The task
Using the data that follows, return exactly the lines from the one that contains "text-anchor:middle; stroke-width:5; stroke-linejoin:round;" through the one that contains "<strong>Turnpoint</strong>", ends included.
START Data for analysis
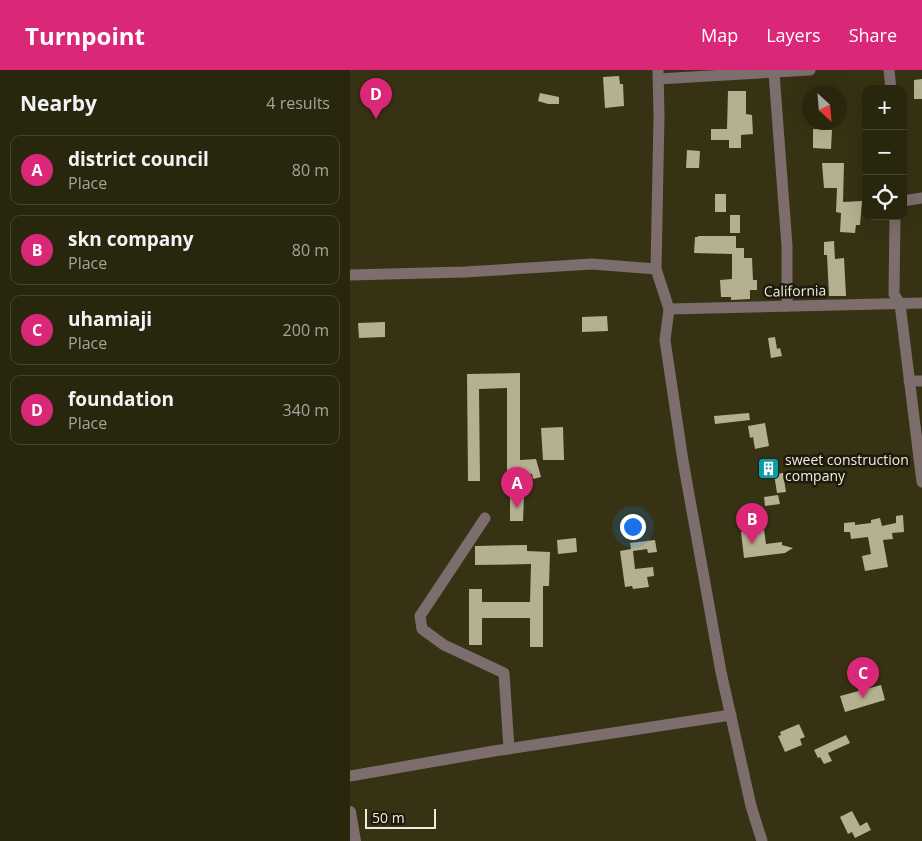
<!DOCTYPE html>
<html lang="en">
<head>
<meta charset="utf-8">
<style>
  body { margin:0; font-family:"Open Sans",sans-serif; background:#312e17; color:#f1f3f6 }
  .controls { position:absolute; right:15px; top:15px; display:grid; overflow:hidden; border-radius:10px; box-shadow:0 5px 20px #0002 }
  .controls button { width:45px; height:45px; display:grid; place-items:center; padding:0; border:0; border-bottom:1px solid #45432e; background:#29260e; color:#f1f3f6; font:25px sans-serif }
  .compass { position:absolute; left:452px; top:15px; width:45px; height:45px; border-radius:50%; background:#29260e; box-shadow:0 5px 20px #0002; rotate:154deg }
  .scale { position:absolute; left:15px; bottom:12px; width:71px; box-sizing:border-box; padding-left:5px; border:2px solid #efecda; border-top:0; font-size:14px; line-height:18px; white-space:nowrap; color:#efecda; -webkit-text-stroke:4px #1c190d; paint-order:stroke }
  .you { position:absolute; left:282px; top:456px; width:18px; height:18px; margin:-12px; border:4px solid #fff; border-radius:50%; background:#1a73e8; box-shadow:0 0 0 8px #1a73e833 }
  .badge { display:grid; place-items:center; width:32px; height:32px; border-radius:50%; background:#db2777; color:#fff; font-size:16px; font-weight:700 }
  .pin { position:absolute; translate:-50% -41px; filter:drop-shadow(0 1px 2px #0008) }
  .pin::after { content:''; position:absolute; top:26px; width:18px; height:15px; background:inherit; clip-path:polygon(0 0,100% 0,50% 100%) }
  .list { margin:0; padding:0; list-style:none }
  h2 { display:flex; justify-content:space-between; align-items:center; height:65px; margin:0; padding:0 20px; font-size:21px }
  h2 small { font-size:16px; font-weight:400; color:#a5a59e }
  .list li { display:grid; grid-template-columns:32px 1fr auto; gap:15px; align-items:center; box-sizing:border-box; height:70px; margin:0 10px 10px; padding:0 10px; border:1px solid #45432e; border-radius:10px }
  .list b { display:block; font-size:19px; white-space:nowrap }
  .list p { margin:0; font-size:16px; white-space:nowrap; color:#a5a59e }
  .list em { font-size:16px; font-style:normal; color:#a5a59e }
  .icon { flex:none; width:28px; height:28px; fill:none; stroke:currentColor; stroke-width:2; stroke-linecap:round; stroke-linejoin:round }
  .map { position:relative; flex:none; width:572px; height:771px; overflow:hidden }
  header { display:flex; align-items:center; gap:30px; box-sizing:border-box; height:70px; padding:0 25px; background:#db2777; color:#fff }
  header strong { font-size:24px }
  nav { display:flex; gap:28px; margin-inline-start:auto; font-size:18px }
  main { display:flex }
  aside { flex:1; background:#29260e }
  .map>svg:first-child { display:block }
  .building { fill:#b5b090 }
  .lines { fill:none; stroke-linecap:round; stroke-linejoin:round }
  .minor { stroke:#7e6d6d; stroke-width:11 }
  .tertiary { stroke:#7e6d6d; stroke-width:12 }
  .labels { text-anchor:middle; stroke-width:5; stroke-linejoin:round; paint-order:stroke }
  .street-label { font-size:14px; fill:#efecda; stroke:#1c190d }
  .poi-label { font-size:14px; fill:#efecda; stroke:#1c190d; text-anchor:start }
</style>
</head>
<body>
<header>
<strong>Turnpoint</strong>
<nav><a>Map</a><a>Layers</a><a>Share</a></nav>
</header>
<main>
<aside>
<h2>Nearby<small>4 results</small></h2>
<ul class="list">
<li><span class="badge">A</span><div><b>district council</b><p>Place</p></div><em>80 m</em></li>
<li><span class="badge">B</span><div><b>skn company</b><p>Place</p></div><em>80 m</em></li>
<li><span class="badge">C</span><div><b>uhamiaji</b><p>Place</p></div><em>200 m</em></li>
<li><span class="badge">D</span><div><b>foundation</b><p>Place</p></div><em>340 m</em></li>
</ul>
</aside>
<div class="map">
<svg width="572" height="771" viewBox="0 0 572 771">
  <rect width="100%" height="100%" fill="#373213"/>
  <g class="building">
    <path d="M 269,6 L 270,14 L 273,14 L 274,36 L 255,38 L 253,7 Z"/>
    <path d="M 572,9 L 572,29 L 564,29 L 564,10 Z"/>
    <path d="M 378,21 L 396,21 L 396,44 L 402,45 L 403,64 L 391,65 L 391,78 L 379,78 L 379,70 L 361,70 L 361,59 L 377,59 Z"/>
    <path d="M 190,23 L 209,27 L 209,34 L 198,34 L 188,31 Z"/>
    <path d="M 463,59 L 482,60 L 481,79 L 463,78 Z"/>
    <path d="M 337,80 L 350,81 L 349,98 L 336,98 Z"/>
    <path d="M 472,93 L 494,93 L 493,132 L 512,131 L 510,155 L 506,155 L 505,163 L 490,162 L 491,143 L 486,142 L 487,118 L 474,118 Z"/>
    <rect x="365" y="124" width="11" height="18"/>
    <rect x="380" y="145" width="10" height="18"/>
    <path d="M 348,166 L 386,166 L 386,178 L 394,178 L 394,188 L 402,188 L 403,210 L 407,210 L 407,220 L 400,220 L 400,229 L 381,230 L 381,227 L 371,227 L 370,210 L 382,209 L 382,184 L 344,183 L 345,167 L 348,167 Z"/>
    <path d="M 484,171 L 485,189 L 494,188 L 496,226 L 479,226 L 477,185 L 474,185 L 474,172 Z"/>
    <path d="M 257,246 L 258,261 L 232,262 L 232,247 Z"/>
    <path d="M 35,252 L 35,267 L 9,268 L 8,253 Z"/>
    <path d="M 425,267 L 427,279 L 430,278 L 432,286 L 421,288 L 418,268 Z"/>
    <path d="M 170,303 L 170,390 L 186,389 L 191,407 L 183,409 L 182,404 L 157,404 L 157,318 L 129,319 L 130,411 L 118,411 L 117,304 Z"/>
    <path d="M 399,343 L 400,350 L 365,354 L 364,346 Z"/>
    <path d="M 415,353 L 419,376 L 405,379 L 403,367 L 400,368 L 398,356 Z"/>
    <path d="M 213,357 L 214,390 L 193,390 L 191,358 Z"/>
    <path d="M 425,391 L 427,403 L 412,405 L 410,393 Z"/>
    <path d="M 433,403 L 436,422 L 427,423 L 424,404 Z"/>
    <path d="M 160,425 L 174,425 L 173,451 L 160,451 Z"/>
    <path d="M 428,425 L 430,434 L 415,436 L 414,427 Z"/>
    <path d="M 553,445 L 554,462 L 542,463 L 543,469 L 533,470 L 538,497 L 515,501 L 512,486 L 521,484 L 518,467 L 501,469 L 500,462 L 494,462 L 494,453 L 505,452 L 505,455 L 521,453 L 521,450 L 530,448 L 532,456 L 546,453 L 546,446 Z"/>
    <path d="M 414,459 L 416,474 L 432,472 L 432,475 L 443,478 L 435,483 L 394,488 L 391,462 Z"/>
    <path d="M 226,468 L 227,482 L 208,484 L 207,470 Z"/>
    <path d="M 305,470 L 307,482 L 298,483 L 297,479 L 283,481 L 285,499 L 303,497 L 304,506 L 297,507 L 299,517 L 283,519 L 282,516 L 275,517 L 270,481 L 281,479 L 280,473 Z"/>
    <path d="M 177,475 L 177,481 L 200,482 L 199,516 L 193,516 L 193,577 L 180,577 L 180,548 L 132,548 L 132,575 L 119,575 L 119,519 L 132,519 L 132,532 L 180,532 L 181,494 L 125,495 L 125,476 Z"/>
    <path d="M 531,615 L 535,630 L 495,642 L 490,626 Z"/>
    <path d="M 449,654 L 455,667 L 450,669 L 452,675 L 435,682 L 428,666 L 431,665 L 430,662 Z"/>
    <path d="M 496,665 L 500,673 L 478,683 L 482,691 L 474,694 L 470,687 L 468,688 L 464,680 Z"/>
    <path d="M 502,741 L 510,756 L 517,752 L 521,760 L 505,768 L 502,762 L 498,764 L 490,747 Z"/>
  </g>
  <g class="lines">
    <g class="minor">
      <path d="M 308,0 L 309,46 L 306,199 L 319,239 L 315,270 L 333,391 L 371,602 L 401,736 L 412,771"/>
      <path d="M 539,0 L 541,19"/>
      <path d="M 424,3 L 437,176 L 437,236"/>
      <path d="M 308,9 L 460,0"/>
      <path d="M 553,131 L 572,128"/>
      <path d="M 545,146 L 544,224 L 550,234 L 572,412"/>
      <path d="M 0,205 L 115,202 L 242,194 L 306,199"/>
      <path d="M 319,239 L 572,233"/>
      <path d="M 559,311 L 572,311"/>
      <path d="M 135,448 L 70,546 L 72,559 L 94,575 L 154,603 L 159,679"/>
      <path d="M 0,706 L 144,681 L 381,645"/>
    </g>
    <path class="tertiary" d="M 0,742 L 5,771"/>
  </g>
  <defs>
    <symbol id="building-square" viewBox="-11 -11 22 22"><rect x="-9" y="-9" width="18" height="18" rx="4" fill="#0f9aa8" stroke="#1c190d"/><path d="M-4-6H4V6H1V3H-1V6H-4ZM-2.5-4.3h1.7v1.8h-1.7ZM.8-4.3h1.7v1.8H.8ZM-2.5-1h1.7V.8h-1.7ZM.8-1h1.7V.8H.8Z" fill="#fff"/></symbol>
  </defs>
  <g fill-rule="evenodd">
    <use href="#building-square" x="406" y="386" width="25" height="25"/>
  </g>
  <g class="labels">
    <g class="street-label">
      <text transform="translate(445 221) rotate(-1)" y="5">California</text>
    </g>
    <g class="poi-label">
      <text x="435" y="395">sweet construction<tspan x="435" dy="16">company</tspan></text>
    </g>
  </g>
</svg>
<div class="controls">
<button>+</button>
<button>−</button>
<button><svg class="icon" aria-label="locate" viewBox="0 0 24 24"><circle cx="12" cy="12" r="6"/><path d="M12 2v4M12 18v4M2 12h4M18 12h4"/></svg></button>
</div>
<svg class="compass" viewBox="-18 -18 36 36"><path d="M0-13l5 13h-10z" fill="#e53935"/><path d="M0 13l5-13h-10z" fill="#a5a59e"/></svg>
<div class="scale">50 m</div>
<div class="you"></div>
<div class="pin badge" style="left:167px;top:438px">A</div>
<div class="pin badge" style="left:402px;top:474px">B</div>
<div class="pin badge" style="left:513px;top:628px">C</div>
<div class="pin badge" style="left:26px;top:49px">D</div>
</div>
</main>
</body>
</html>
END Data for analysis
Response area
  .labels { text-anchor:middle; stroke-width:5; stroke-linejoin:round; paint-order:stroke }
  .street-label { font-size:14px; fill:#efecda; stroke:#1c190d }
  .poi-label { font-size:14px; fill:#efecda; stroke:#1c190d; text-anchor:start }
</style>
</head>
<body>
<header>
<strong>Turnpoint</strong>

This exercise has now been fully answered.